The answer is to be one number: the count of lines in this listing that have the string "body".

*** Begin section ***

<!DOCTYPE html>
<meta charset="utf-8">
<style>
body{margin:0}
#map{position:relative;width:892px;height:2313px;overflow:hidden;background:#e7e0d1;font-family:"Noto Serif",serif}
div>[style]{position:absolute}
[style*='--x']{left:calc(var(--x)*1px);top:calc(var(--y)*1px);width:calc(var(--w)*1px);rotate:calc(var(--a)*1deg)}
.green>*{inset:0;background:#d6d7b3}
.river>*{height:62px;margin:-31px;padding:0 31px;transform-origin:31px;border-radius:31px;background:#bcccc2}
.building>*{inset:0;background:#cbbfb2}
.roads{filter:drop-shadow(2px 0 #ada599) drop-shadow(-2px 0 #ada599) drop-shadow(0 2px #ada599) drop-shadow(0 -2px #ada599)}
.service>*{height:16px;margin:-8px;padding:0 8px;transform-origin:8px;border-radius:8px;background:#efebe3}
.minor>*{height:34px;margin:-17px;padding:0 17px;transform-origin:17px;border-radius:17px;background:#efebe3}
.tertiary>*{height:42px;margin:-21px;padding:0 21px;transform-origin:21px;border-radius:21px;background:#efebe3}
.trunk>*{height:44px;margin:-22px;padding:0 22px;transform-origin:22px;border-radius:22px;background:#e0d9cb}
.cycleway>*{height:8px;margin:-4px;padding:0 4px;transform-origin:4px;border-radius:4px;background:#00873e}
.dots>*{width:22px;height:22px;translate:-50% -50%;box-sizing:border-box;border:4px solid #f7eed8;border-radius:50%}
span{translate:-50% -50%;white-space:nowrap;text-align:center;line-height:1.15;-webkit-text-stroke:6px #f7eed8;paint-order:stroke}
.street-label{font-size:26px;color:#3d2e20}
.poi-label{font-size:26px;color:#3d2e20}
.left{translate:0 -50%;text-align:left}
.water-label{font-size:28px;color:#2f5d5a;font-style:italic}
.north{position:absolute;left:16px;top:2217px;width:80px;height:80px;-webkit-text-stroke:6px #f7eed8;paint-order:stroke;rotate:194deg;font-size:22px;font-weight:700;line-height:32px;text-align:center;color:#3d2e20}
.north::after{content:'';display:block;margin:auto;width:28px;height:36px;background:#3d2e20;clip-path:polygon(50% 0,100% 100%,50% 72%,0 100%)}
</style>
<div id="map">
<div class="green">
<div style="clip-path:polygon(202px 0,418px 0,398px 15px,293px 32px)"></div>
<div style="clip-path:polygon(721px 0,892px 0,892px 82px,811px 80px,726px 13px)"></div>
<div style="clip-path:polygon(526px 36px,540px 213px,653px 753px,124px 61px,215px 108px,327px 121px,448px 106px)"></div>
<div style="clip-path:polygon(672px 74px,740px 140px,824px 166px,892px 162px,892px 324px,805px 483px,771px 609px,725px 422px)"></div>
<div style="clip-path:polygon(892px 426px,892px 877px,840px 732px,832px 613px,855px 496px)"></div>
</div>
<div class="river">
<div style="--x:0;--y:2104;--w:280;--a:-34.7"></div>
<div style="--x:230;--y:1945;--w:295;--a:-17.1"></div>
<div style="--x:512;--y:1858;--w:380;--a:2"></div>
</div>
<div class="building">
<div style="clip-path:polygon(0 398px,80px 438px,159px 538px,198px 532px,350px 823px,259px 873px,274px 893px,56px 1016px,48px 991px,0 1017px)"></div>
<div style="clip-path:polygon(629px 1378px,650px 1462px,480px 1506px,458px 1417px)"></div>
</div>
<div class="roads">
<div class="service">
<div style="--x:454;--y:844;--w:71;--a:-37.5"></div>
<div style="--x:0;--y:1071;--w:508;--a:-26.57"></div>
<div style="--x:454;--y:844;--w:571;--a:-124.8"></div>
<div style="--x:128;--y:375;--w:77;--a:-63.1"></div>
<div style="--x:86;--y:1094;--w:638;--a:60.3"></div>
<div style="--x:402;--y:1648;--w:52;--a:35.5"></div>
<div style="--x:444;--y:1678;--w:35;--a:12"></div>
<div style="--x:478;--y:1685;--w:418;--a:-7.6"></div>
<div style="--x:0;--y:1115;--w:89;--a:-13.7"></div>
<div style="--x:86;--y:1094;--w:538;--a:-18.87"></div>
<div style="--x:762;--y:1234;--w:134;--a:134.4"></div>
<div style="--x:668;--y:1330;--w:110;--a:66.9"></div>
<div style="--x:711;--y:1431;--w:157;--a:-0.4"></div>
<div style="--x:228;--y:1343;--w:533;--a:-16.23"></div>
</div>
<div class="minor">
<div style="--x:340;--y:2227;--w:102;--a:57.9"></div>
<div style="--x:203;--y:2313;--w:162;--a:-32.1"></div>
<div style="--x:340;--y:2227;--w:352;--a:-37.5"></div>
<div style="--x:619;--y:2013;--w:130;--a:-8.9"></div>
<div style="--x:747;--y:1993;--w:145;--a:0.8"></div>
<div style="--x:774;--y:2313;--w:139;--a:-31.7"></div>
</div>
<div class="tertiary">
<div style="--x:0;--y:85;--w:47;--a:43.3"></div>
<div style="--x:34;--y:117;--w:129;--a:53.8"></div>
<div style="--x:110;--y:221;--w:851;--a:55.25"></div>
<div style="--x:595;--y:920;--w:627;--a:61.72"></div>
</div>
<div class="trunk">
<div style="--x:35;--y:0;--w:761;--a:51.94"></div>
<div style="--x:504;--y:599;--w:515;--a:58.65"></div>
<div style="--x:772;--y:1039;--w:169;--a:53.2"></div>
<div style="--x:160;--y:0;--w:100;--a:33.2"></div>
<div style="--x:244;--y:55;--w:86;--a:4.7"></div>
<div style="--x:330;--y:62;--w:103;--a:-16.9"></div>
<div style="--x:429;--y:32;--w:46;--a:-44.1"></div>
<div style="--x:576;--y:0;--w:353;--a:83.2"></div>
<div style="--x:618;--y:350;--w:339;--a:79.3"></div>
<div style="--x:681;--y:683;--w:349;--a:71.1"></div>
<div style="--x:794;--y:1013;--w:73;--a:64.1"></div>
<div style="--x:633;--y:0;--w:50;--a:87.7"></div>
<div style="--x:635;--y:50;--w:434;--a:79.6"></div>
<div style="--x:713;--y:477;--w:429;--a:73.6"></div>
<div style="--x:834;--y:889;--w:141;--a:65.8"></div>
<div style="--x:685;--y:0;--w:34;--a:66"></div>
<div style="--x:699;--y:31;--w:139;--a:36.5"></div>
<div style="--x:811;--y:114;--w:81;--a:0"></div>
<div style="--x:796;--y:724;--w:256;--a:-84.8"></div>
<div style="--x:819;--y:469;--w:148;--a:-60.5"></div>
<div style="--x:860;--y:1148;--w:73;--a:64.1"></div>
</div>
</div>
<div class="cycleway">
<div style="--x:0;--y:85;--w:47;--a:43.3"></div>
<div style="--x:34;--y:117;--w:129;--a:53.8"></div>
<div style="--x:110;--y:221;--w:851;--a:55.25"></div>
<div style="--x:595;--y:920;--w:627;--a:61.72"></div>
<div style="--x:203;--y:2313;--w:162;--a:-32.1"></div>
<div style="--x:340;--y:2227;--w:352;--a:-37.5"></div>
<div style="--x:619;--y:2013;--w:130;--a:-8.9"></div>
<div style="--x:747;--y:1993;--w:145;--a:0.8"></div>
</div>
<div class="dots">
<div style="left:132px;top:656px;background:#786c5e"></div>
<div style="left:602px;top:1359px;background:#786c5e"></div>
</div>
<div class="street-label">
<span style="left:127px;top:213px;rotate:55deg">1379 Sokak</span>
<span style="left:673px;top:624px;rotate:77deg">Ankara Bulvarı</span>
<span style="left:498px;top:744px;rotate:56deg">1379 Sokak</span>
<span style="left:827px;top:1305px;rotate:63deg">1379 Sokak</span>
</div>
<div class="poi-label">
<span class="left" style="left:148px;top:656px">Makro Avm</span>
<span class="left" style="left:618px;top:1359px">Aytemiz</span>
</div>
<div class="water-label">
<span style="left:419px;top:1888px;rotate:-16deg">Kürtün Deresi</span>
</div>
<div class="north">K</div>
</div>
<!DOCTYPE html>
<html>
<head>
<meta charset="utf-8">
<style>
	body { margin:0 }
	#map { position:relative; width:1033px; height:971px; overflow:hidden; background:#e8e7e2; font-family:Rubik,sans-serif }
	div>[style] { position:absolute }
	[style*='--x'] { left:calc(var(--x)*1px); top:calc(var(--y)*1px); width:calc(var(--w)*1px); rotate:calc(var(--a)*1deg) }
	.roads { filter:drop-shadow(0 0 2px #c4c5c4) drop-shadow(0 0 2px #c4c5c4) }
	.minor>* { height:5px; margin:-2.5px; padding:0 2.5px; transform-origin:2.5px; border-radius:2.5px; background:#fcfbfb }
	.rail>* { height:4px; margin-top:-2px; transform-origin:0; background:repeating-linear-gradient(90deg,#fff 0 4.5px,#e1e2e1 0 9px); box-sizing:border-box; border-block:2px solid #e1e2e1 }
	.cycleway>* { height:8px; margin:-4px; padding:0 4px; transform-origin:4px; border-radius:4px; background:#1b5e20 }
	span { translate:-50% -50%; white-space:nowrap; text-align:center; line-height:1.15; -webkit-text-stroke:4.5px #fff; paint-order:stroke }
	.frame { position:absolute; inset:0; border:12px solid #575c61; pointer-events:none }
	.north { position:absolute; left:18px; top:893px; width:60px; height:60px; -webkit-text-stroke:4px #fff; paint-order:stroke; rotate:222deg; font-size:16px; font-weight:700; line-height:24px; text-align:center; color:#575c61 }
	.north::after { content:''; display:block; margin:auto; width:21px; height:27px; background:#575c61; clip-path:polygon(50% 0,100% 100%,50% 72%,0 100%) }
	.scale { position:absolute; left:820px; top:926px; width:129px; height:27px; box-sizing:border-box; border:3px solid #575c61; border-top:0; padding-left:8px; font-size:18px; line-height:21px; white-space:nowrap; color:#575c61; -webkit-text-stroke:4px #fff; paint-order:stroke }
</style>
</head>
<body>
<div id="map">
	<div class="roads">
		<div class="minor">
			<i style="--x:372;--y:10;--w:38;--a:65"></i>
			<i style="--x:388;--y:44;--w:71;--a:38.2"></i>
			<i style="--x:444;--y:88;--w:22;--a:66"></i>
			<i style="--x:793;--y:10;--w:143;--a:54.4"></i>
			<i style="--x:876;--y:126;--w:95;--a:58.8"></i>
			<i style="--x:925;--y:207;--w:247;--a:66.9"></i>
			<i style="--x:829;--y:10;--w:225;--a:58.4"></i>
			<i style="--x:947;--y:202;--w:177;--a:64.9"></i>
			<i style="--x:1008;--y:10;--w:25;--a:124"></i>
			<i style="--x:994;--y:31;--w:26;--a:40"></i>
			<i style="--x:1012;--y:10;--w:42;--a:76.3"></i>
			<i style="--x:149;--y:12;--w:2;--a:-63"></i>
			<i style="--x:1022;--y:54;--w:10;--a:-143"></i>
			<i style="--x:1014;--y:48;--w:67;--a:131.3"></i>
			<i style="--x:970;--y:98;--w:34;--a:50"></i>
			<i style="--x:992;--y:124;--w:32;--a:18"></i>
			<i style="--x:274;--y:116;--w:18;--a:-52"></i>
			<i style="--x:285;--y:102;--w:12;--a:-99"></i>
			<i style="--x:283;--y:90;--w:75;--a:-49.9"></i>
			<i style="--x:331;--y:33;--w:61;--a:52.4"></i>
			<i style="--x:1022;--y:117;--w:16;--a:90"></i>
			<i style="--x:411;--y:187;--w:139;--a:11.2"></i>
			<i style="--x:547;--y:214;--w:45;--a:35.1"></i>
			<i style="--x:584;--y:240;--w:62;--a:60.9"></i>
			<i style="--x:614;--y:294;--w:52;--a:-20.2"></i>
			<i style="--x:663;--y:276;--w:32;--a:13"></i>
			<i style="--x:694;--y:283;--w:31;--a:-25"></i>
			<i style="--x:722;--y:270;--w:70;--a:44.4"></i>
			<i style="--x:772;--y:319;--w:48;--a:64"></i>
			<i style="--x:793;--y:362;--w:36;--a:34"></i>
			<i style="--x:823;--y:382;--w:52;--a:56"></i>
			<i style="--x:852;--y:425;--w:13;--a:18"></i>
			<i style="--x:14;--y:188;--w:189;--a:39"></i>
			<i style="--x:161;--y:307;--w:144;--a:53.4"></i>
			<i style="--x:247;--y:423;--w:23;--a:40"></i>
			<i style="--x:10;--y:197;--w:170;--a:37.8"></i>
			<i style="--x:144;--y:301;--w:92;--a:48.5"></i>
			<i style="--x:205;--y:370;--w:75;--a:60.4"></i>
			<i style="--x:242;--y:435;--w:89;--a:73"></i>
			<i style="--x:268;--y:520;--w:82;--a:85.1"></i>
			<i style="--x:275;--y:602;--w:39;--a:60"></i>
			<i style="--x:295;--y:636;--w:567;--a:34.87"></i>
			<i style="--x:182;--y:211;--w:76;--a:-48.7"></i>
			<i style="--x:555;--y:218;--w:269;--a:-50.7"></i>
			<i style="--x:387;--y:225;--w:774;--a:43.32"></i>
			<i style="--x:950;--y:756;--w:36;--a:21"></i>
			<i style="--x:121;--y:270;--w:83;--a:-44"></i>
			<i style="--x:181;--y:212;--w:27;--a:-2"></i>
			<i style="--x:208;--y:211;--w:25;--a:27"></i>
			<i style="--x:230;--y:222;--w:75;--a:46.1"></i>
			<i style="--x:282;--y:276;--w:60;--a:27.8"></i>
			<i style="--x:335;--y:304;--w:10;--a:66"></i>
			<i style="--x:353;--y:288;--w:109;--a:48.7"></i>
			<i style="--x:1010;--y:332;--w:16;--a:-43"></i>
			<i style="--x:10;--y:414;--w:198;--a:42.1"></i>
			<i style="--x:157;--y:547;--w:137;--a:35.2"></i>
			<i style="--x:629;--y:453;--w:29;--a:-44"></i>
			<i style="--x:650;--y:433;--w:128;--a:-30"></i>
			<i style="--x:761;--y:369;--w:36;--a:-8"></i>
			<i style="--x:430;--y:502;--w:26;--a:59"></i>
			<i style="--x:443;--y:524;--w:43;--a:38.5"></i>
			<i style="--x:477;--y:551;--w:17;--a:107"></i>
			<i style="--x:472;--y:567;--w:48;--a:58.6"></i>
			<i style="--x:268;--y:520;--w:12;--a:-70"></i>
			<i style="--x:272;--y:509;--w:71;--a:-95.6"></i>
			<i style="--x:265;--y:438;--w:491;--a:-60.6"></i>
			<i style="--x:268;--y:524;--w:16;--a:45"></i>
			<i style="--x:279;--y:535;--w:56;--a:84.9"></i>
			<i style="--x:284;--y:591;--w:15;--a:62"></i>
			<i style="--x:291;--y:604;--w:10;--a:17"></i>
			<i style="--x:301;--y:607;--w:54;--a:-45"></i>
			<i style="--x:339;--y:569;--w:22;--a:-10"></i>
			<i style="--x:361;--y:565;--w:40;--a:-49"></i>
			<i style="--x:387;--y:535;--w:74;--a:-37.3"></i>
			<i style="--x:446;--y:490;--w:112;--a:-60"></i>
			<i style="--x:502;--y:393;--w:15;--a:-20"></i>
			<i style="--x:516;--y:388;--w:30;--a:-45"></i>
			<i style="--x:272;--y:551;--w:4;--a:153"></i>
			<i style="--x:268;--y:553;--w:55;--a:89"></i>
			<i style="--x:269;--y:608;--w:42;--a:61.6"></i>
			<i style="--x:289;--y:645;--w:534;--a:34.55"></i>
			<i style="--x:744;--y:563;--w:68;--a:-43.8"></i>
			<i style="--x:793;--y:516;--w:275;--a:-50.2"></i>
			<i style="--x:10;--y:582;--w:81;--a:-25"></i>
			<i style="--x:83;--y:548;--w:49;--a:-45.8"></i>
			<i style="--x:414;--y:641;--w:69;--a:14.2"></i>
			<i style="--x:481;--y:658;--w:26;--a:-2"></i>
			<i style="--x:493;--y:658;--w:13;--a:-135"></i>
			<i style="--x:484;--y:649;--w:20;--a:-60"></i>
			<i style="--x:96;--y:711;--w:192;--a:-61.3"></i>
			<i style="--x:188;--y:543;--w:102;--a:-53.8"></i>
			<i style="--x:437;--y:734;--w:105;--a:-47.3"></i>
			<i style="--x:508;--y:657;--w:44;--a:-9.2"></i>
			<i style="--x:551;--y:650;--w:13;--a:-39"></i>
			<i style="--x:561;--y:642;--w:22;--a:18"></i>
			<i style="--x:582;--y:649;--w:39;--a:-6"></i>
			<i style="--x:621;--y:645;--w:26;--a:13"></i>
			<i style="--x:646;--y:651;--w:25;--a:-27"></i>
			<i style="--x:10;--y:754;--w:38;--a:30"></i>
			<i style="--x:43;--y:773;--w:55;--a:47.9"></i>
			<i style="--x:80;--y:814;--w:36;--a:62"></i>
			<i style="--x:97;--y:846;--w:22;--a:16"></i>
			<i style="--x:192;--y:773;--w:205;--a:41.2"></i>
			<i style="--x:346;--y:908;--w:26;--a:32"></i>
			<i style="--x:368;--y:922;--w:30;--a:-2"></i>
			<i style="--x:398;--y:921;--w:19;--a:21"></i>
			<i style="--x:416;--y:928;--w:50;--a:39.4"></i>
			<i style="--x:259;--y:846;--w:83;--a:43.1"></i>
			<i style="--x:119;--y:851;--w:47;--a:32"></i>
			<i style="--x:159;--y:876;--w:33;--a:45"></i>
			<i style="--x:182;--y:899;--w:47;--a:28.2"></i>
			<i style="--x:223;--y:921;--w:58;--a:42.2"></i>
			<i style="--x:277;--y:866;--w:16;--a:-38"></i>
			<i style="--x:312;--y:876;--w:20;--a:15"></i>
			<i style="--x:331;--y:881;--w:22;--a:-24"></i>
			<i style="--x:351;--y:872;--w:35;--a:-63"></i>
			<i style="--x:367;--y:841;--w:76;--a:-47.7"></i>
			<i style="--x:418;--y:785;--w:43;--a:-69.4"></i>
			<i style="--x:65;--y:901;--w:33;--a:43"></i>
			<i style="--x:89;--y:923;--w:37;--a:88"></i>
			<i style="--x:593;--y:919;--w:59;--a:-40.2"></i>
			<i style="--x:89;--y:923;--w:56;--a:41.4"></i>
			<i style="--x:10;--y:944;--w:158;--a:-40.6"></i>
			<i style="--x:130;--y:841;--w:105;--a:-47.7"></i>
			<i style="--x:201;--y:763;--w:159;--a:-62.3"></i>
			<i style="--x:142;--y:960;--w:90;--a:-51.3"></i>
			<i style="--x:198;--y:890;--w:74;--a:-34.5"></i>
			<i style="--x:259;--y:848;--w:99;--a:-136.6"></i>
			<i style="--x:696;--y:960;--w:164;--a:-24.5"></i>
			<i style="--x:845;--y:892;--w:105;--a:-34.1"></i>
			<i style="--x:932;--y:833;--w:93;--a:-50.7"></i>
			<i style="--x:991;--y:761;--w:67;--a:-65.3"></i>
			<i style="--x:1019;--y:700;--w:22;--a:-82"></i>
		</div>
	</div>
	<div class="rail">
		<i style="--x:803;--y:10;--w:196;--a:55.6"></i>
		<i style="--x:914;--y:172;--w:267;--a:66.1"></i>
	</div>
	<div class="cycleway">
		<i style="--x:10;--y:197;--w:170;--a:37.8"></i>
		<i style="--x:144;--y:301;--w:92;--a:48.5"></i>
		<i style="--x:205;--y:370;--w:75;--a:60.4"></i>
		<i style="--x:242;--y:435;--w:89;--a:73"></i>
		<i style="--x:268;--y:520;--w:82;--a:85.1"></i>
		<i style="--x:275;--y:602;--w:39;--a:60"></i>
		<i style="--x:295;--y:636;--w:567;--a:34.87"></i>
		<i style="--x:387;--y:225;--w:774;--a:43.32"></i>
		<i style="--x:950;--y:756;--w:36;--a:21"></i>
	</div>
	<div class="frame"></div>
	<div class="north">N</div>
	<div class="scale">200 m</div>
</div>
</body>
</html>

*** End section ***

[RESPONSE] 4